The people in the story were stupid, and (as Nomo pointed out) meant to be poor.

4794   FortWayne   2010 Dec 5, 12:13pm  

Kevin says

The “American dream” is “sudden riches”? Since fucking when?
Inheriting your wealth was always a European thing, soundly rejected by Americans (except, of course, for the anti-inheritance tax people)
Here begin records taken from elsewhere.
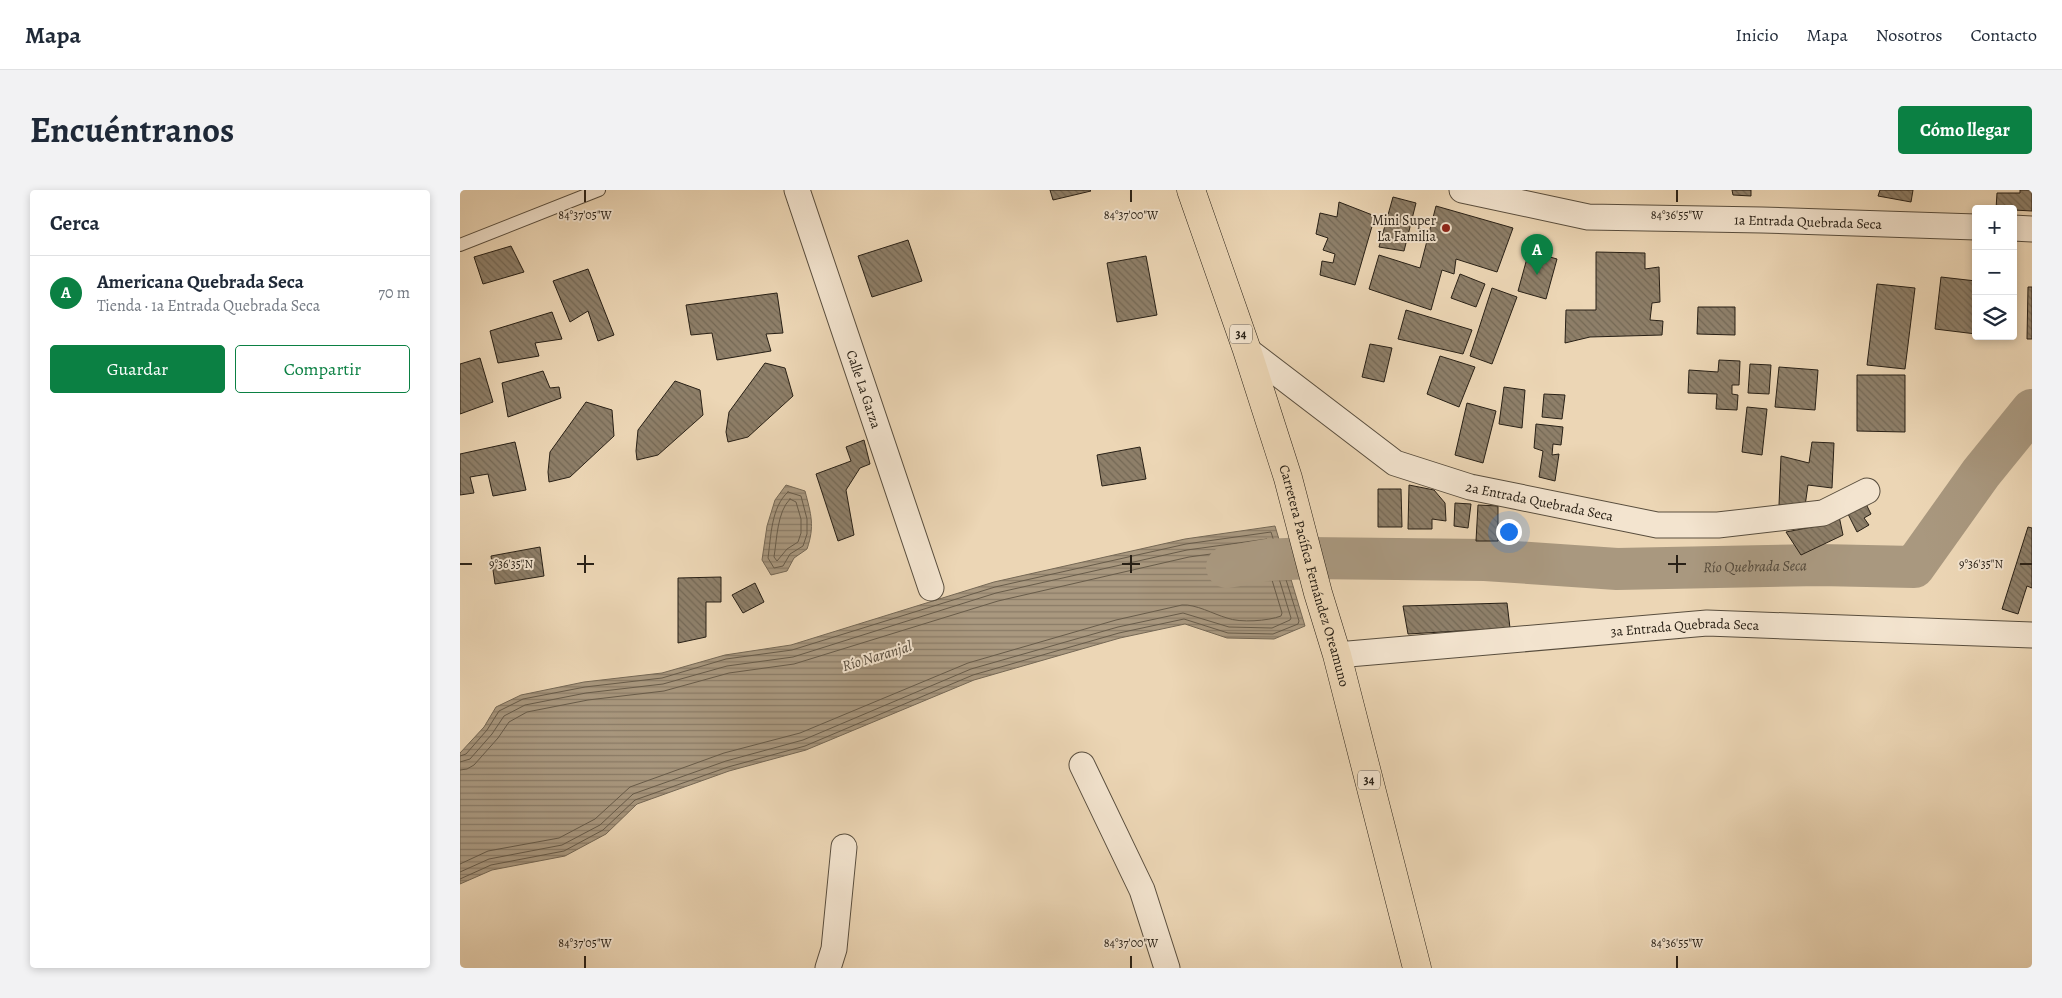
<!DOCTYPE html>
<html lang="es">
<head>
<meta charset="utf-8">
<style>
	:root { --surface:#fff; --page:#f2f2f3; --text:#1f2937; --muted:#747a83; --line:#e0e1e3; --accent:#0b8043 }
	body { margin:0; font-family:Alegreya,serif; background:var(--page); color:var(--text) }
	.controls { position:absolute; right:15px; top:15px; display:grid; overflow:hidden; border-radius:5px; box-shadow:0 2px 8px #0003 }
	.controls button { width:45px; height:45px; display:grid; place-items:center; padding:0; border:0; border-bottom:1px solid var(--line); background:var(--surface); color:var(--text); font:25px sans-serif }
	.you { position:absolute; left:1048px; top:341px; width:18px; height:18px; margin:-12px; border:4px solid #fff; border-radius:50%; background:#1a73e8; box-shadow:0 0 0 8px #1a73e833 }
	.badge { display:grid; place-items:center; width:32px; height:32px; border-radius:50%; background:var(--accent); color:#fff; font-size:16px; font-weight:700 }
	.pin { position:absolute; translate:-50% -41px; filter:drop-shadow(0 1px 2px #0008) }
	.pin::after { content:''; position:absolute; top:26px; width:18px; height:15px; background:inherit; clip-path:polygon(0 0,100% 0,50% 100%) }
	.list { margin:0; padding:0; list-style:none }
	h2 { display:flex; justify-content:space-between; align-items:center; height:65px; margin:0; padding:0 20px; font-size:21px }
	h2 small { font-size:16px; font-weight:400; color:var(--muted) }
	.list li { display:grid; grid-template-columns:32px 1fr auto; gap:15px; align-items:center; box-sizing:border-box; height:75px; padding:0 20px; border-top:1px solid var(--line) }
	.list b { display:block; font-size:19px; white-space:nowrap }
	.list p { margin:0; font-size:16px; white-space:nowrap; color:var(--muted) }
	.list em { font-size:16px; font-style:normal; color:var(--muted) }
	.actions { display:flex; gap:10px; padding:15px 20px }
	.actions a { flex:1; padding:11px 0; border:1px solid var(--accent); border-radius:5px; text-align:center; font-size:18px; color:var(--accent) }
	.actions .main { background:var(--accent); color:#fff }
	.icon { flex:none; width:28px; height:28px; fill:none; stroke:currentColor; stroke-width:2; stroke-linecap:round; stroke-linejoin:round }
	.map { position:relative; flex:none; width:1572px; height:778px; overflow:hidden; border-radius:5px }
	header { display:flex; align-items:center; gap:30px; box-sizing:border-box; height:70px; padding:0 25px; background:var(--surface); border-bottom:1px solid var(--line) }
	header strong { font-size:24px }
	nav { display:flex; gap:28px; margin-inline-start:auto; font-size:18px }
	.intro { display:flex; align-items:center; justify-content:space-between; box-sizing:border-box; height:120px; padding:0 30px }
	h1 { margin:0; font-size:35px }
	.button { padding:12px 22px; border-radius:5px; background:var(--accent); color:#fff; font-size:18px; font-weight:700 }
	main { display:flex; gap:30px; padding:0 30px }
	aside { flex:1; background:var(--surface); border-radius:5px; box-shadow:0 2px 8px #0003 }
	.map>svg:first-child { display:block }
	.water { fill:url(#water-rules); stroke:#756855 }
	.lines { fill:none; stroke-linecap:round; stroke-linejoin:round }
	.shore { stroke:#685c4a; stroke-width:1 }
	.river { stroke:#a9987f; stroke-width:42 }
	.building { fill:url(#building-back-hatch); stroke:#282016 }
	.lane-casing { stroke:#594e3e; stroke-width:14 }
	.street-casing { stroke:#594e3e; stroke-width:27 }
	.highway-casing { stroke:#282016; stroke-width:29 }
	.lane { stroke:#f3e4cf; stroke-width:12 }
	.street { stroke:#f3e4cf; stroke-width:25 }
	.highway { stroke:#ecd6b5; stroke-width:28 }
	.ticks { fill:none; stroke:#282016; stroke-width:2 }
	.poi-dot { fill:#8f2418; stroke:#f3e4cf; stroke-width:2 }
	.labels { text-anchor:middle; stroke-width:4; stroke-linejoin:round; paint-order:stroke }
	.shield { fill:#f3e4cf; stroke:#655b4e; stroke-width:1 }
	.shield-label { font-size:12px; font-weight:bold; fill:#282016 }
	.poi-label { font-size:14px; fill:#282016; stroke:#f3e4cf; text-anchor:end }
	.street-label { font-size:14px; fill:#282016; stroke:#f3e4cf }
	.water-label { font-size:15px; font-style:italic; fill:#554a3b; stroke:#f3e4cf }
	.ticks-label { font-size:12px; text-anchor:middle; fill:#282016; stroke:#f3e4cf; stroke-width:4; stroke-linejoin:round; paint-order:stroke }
</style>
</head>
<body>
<header>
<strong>Mapa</strong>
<nav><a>Inicio</a><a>Mapa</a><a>Nosotros</a><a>Contacto</a></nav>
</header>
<div class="intro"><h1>Encuéntranos</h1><a class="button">Cómo llegar</a></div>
<main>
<aside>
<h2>Cerca<small></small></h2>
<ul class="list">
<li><span class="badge">A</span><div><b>Americana Quebrada Seca</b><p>Tienda · 1a Entrada Quebrada Seca</p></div><em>70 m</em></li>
</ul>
<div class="actions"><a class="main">Guardar</a><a>Compartir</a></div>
</aside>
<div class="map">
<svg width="1572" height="778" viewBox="0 0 1572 778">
	<defs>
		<pattern id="water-rules" width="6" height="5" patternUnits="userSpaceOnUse" patternTransform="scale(1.25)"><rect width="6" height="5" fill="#a9987f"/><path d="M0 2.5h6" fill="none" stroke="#8a7c67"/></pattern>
		<pattern id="building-back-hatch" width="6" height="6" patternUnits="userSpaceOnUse" patternTransform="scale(1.25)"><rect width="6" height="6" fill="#8e7f69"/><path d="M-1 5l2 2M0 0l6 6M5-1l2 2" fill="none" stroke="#746855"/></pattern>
	</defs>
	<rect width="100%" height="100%" fill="#ecd6b5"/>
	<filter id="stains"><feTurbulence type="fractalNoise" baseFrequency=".004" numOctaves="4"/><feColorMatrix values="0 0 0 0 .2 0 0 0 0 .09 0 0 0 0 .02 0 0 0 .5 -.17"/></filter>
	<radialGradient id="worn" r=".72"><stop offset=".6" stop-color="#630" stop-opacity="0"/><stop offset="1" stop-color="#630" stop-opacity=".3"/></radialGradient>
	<path class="water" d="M326 295 345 301C351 324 355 336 347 359L334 368 327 381 311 385 302 370 307 336 315 310Z
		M815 336 845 436 814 449 767 448 725 434 660 448 514 490 346 560 269 581 177 614 146 644 105 666 32 680 0 694V563L24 537 36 517 61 505 124 492 202 483 265 465 331 455 534 392 725 349Z"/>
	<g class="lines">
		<path class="shore" d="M328 302 341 306 347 329V344L343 356 330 364 323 376 314 378 308 368C311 347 311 317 328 302Z
			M330 309 336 312 341 329V343L338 352 327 359 317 371 314 367C317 349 317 322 330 309Z
			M0 566 6 564 27 540 39 521 63 509 125 497 202 488 266 469 332 460 535 397 726 354 811 342 839 431 838 434 813 444 768 443 724 429 659 443 513 485 345 556 268 577 175 610 143 640 104 661 31 675 0 689
			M0 572 10 569 32 544 44 526 65 515 126 503 203 494 267 476 333 467 536 403 727 360 807 349 831 428 830 430 812 438 769 437 723 423 658 437 511 479 343 550 266 571 173 604 140 635 102 655 29 669 0 682
			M0 580 7 579 14 575 38 548 49 532 67 522 128 510 204 501 269 483 334 474 538 411 729 367 802 357 822 423 821 426C808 431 780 433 767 428 753 424 736 414 722 415L656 430 508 473 340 543 264 563 170 597 135 629 99 648 28 661 0 674"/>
		<path class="river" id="s1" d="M767 377 807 370 848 368 1025 370 1157 379 1360 375 1454 377 1521 283 1572 220"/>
	</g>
	<path class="building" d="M590 0H630L631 1 593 10Z
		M1272 0H1291V6L1273 5Z
		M1420 0H1453L1451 12 1418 6Z
		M1560 0H1572V21L1536 19 1537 3H1560Z
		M933 7 956 13 944 61 919 57Z
		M879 12 915 26 895 95 860 85 862 71 873 73 875 64 863 60 868 48 856 44 860 23 877 27Z
		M976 16 1053 38 1037 82 996 69 994 84 982 80 971 120 909 99 919 65 960 78Z
		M448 50 462 91 412 107 398 66Z
		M51 56 64 82 23 94 14 67Z
		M1069 61 1097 69 1086 109 1058 101Z
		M1136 62 1185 63V79L1199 77 1200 112 1192 113 1190 130 1203 131 1202 145 1130 147 1105 153 1106 120H1136Z
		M686 66 697 125 657 132 647 73Z
		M128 79 154 145 138 151 128 121 110 132 93 91Z
		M1000 84 1025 94 1016 117 991 108Z
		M1481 87 1516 91V144L1475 139Z
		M1417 94 1455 98 1445 179 1407 175Z
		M1568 97H1572V149H1567Z
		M1032 98 1057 107 1032 174 1010 166Z
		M317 103 323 143 306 144 311 161 257 170 252 143 231 145 226 115Z
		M1238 117H1275V145L1237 144Z
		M946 120 1012 140 1003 164 938 149Z
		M92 122 102 149 75 153 79 166 38 173 30 141Z
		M910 154 932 158 924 192 902 187Z
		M980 166 1015 177 999 217 967 204Z
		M20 168 33 212 0 224V174Z
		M1259 170 1280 171 1279 195H1272V204L1278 205 1277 220 1256 219 1257 204 1228 203 1229 180 1258 182Z
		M305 173 325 178 333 206 288 247 268 252 266 242 269 222Z
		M1290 174 1311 175 1309 204 1288 203Z
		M1319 177 1358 180 1355 220 1315 217Z
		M83 181 90 198 99 197 101 208 48 227 42 193Z
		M1397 185H1445V242L1397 241Z
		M215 191 240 200 243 225 198 265 177 270 176 261 178 240Z
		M1044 197 1065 200 1062 238 1039 234Z
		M1084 204 1105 205 1102 229 1082 227Z
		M126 212 152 220 154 246 110 287 89 292 88 282 90 262Z
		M1007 213 1036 221 1023 273 995 265Z
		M1287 217 1307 219 1302 265 1282 262Z
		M1076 234 1103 237 1101 255 1093 254 1092 265 1099 264 1095 291 1079 287 1083 261 1074 258Z
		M404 250 410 274 400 278 386 300 394 345 378 351 356 284 391 271 386 257Z
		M55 252 66 300 33 306 28 284 10 287 14 303 0 305V264Z
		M1352 252 1374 253 1372 298 1348 295 1345 316 1319 315 1321 266 1349 273Z
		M680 257 686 289 642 296 637 265Z
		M949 295 974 300 985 313 986 331 972 329V339H948Z
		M918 299H941L942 337H918Z
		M995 313 1011 314 1008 338 994 336Z
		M1406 314 1411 324 1404 328 1409 335 1397 342 1388 324Z
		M1018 315 1038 316V351H1016Z
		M1379 326 1383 345 1341 365 1326 342 1357 336Z
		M1568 337 1572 338V398L1567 396 1558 424 1542 419Z
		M80 357 84 386 35 394 31 366Z
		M261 387V412H246V447L218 453V388Z
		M295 393 304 412 283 423 272 405Z
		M1047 413 1050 438 948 444 943 416Z"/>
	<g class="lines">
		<defs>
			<path id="lane" d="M0 55 139 0"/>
			<g id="street">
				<path id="s2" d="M337 0 471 398"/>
				<path id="s3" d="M1002 0 1128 27 1302 30 1516 37"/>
				<path d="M1553 38 1572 39"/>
				<path id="s4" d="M787 160 935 273 1010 297 1197 335H1258L1363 323 1407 301"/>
				<path id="s5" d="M877 465 1247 433 1572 445"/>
				<path d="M622 575 682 700 707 778"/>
				<path d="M368 778 374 759 384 657"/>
			</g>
			<g id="highway">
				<path id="s6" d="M731 0 787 160 828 288 858 403 877 465 957 778"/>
			</g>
		</defs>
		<use href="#lane" class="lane-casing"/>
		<use href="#street" class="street-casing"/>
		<use href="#highway" class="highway-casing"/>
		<use href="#lane" class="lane"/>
		<use href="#street" class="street"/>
		<use href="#highway" class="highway"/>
	</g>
	<path class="ticks" d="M125 0V12M671 0V12M1217 0V12M125 365V383M671 365V383M1217 365V383M0 374H12M117 374H134M662 374H680M1208 374H1226M1560 374H1572M125 766V778M671 766V778M1217 766V778"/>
	<circle class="poi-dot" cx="986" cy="38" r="5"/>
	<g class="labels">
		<g class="shield">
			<rect x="770" y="134.5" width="22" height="19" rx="4"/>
			<rect x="898" y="580.5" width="22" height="19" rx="4"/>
		</g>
		<g class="shield-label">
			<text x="781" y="148">34</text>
			<text x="909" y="594">34</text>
		</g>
		<g class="poi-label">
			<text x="976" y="35">Mini Super<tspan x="976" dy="16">La Familia</tspan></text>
		</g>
		<g class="street-label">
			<text dy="5" stroke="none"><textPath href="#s3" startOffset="349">1a Entrada Quebrada Seca</textPath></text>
			<text dy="5" stroke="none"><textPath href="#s2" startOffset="210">Calle La Garza</textPath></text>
			<text dy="5" stroke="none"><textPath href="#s4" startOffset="336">2a Entrada Quebrada Seca</textPath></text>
			<text dy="5" stroke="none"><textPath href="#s6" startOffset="405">Carretera Pacífica Fernández Oreamuno</textPath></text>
			<text dy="5" stroke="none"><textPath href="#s5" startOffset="349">3a Entrada Quebrada Seca</textPath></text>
		</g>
		<g class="water-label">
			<text dy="5" stroke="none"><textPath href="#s1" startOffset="529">Río Quebrada Seca</textPath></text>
			<text transform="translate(417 466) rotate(-17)" y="5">Río Naranjal</text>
		</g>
	</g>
	<g class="ticks-label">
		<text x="125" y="29">84°37'05"W</text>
		<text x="671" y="29">84°37'00"W</text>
		<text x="1217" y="29">84°36'55"W</text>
		<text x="51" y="378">9°36'35"N</text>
		<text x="1521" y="378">9°36'35"N</text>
		<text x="125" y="757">84°37'05"W</text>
		<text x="671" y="757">84°37'00"W</text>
		<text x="1217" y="757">84°36'55"W</text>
	</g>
	<rect width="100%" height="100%" filter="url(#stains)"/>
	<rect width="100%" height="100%" fill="url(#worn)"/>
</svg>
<div class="controls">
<button>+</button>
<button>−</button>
<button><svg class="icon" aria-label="layers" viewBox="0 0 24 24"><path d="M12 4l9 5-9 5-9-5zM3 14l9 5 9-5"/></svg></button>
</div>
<div class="you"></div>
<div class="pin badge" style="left:1077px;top:85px">A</div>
</div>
</main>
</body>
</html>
Very true, American dream was never about inheriting wealth or about buying a house and being an instant millionnaire.

It was about starting your business, working hard, and succeeding if your business is right. America is the land of the free, for a long time it was the only country where people were free to start a business without needing to know someone rich.

4795   Bap33   2010 Dec 5, 12:50pm  

dude ... it's median sales price .. so the junk is gone and only good stuff is changing hands now. Things are still going down my friend.

4796   Bap33   2010 Dec 5, 12:51pm  

psst ... change that to "barbedwire" and then I'll erase this post!

4797   mikey   2010 Dec 5, 1:48pm  

4798   artistsoul   2010 Dec 5, 2:59pm  

My question is why did the realtor slash it 50%? Ted Kaczynski is infamous. This thread got posted precisely because this land sale received national news. That is some marketing. I saw links on MSN website, CNN.com, etc. Mainstream---> it's out there.

So, yeah, while 99.9999% of us kinda cringe, somebody out there will want it precisely because the unabomber hid out there. 1.4 acres in a remote Montana area in this market ---> reduce that lot. If it is the Unabomber's 1.4 acre remote lot, raise the price.

Personally, I can't get the story out of my head where Kaczynski bragged he managed to live out there in MT on about $500 per year. He evidently saved on fertilizer for his garden vegetables, if you know what I mean.